All men and beasts, lions, eagles, and quails, horned stags, geese, spiders, silent fish that inhabit the waves, starfish from the sea, and creatures invisible to the eye--in one word, life--all, all life, completing the dreary round imposed upon it, has died out at last. A thousand years have passed since the earth last bore a living creature on her breast, and the unhappy moon now lights her lamp in vain. No longer are the cries of storks heard in the meadows, or the drone of beetles in the groves of limes. All is cold, cold. All is void, void, void. All is terrible, terrible-- [A pause] The bodies of all living creatures have dropped to dust, and eternal matter has transformed them into stones and water and clouds; but their spirits have flowed together into one, and that great world-soul am I! In me is the spirit of the great Alexander, the spirit of Napoleon, of Caesar, of Shakespeare, and of the tiniest leech that swims. In me the consciousness of man has joined hands with the instinct of the animal; I understand all, all, all, and each life lives again in me.

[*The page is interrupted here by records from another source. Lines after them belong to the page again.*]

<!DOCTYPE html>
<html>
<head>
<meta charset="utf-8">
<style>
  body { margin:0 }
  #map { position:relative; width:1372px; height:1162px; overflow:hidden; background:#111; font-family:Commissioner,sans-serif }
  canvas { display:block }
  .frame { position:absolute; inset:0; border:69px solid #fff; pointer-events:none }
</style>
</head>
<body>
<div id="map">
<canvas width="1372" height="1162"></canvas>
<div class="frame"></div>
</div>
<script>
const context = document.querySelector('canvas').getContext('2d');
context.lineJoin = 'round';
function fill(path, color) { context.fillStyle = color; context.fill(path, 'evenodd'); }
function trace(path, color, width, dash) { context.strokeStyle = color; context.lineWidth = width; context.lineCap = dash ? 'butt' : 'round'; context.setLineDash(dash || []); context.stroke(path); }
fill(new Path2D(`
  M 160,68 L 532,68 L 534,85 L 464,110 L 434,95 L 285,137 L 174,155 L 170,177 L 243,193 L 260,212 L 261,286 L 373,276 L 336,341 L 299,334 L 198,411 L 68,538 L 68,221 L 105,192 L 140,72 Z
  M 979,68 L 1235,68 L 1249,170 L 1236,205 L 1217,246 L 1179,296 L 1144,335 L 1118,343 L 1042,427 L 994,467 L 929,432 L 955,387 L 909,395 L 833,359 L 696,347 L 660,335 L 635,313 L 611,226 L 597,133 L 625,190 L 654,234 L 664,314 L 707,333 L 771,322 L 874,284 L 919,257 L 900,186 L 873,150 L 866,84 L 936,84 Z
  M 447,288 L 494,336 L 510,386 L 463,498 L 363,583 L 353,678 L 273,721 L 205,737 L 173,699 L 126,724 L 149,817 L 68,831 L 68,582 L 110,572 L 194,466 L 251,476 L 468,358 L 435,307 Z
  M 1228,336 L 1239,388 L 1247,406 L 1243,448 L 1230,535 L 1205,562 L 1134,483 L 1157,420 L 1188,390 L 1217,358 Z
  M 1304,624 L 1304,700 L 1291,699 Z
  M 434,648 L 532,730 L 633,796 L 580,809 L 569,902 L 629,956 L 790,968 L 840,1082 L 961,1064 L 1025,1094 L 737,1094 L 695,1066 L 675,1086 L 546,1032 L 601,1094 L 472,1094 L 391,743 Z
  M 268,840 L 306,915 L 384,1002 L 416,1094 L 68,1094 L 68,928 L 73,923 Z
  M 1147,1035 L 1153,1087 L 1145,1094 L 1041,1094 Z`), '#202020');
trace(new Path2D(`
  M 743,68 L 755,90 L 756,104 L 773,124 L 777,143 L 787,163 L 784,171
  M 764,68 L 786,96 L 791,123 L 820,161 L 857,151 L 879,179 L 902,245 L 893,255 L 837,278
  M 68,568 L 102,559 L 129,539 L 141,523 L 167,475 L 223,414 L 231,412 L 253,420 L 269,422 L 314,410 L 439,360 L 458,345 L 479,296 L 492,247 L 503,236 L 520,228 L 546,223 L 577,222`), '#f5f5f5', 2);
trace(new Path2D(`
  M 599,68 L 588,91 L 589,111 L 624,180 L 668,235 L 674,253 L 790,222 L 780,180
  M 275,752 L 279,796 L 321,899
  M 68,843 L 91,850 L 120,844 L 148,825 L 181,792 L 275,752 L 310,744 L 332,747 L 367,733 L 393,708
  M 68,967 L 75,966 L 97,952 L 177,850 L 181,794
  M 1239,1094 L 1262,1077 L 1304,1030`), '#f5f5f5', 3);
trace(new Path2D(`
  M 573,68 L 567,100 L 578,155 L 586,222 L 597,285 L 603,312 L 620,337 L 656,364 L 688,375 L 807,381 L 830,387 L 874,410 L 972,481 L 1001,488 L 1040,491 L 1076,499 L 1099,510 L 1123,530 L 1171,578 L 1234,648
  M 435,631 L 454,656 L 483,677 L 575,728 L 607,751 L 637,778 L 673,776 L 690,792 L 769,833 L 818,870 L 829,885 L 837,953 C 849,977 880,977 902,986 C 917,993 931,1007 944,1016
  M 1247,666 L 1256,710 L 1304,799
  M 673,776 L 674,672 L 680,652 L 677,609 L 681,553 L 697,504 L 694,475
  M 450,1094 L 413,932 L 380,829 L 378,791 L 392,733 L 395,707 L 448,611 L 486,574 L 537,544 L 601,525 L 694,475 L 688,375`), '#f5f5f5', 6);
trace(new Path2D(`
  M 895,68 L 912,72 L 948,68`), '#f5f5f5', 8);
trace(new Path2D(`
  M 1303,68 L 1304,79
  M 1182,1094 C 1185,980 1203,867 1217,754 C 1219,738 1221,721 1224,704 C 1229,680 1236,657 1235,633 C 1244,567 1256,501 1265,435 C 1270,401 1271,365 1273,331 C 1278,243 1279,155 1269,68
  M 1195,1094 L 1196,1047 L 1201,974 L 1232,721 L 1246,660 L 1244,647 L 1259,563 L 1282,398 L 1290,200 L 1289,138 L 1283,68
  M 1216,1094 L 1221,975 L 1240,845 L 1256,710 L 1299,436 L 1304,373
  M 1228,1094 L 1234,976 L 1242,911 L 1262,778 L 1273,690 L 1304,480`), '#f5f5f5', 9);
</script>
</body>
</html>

[The will-o-the-wisps flicker out along the lake shore.]

[Whispers] What decadent rubbish is this?...

Now it appears that he has produced a masterpiece, if you please! I suppose it was not meant to amuse us at all, but that he arranged the performance and fumigated us with sulphur to demonstrate to us how plays should be written, and what is worth acting. I am tired of him. No one could stand his constant thrusts and sallies. He is a wilful, egotistic boy.

He had hoped to give you pleasure.

Is that so? I notice, though, that he did not choose an ordinary play, but forced his decadent trash on us. I am willing to listen to any raving, so long as it is not meant seriously, but in showing us this, he pretended to be introducing us to a new form of art, and inaugurating a new era. In my opinion, there was nothing new about it, it was simply an exhibition of bad temper.

Everybody must write as he feels, and as best he may.

Let him write as he feels and can, but let him spare me his nonsense.